今から45年前に文部省教員海外研修茨城県団でヨーロッパへご一緒した18名の先生方も、大分冥界へ旅立たれてしまったが、今もお付き合いしている先生が何人かおられる。そのおひとりで女性の内海先生から、生け花の展示会に初めて出展するので、都合が付いたら来られませんかとお招きいただいた。会場は我が家の程近くで「サザエさん」の街として知られる桜新町にある勅使河原和風会本部会館だったので、生け花にはまったく知識はないが、興味本位もあり出かけて会場で先生と約3年ぶりにお会いした。
会館は大通りに面した勅使河原風の洒落たビルだった。先生にお会いする前に展示場で、出品作品をひとり見学させていただいた。勅使河原和風会は創流130年の伝統の下に、今回の開催が56回目というからしっかり「瑞風」の歴史と伝統を紡いでいる。現在は4代目で女史の勅使河原光衣師が継いでおられる。講師の資格を有しておられる内海先生から4代目をご紹介いただいた。
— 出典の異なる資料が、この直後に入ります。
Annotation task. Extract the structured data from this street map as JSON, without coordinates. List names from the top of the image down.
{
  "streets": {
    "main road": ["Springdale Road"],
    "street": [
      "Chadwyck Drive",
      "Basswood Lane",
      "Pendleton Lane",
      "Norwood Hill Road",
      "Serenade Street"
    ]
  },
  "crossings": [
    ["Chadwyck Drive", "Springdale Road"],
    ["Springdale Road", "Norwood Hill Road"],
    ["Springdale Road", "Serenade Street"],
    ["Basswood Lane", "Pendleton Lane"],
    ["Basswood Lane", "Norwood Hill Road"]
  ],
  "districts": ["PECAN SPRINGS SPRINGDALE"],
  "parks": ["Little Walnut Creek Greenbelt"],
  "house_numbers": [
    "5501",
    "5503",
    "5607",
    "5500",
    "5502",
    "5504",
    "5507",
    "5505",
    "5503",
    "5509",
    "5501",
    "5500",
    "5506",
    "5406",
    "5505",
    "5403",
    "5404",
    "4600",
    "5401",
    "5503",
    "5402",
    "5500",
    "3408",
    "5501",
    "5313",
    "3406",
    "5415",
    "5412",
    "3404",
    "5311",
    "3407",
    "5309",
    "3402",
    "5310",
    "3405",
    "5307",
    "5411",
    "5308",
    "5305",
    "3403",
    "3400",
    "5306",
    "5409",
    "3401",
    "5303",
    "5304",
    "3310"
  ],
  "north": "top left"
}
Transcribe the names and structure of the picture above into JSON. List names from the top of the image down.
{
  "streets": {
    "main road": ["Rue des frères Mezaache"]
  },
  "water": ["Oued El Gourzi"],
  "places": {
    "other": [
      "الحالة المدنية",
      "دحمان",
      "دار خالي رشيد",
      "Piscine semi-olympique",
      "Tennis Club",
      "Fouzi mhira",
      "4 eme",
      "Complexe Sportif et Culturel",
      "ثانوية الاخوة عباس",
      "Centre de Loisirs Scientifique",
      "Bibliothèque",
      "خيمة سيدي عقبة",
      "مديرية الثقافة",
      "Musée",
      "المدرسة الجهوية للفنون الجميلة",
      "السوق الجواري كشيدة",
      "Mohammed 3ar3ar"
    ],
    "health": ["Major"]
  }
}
先生の作品をはじめ、直接指導の先生や、多くの作品をじっくり見せてもらったが、普通の家庭の床の間に飾られる生け花よりハワイの花アンセリウムなど、多彩な花材を組み合わせて大きなスペースを有する立派な作品ばかりで、余計なことだが、花材を仕入れたり運び入れるのは大変ではないかと思ったほど、数多くの花材を採り入れた立派な展示品ばかりだった。
それでもいただいたパンフレットには、師匠によって筆でさりげなくこう書かれていた。「好きな花を好きなだけ好きな花瓶に挿して楽しむ」と意外にも簡潔で取っつきやすい文が記されていた。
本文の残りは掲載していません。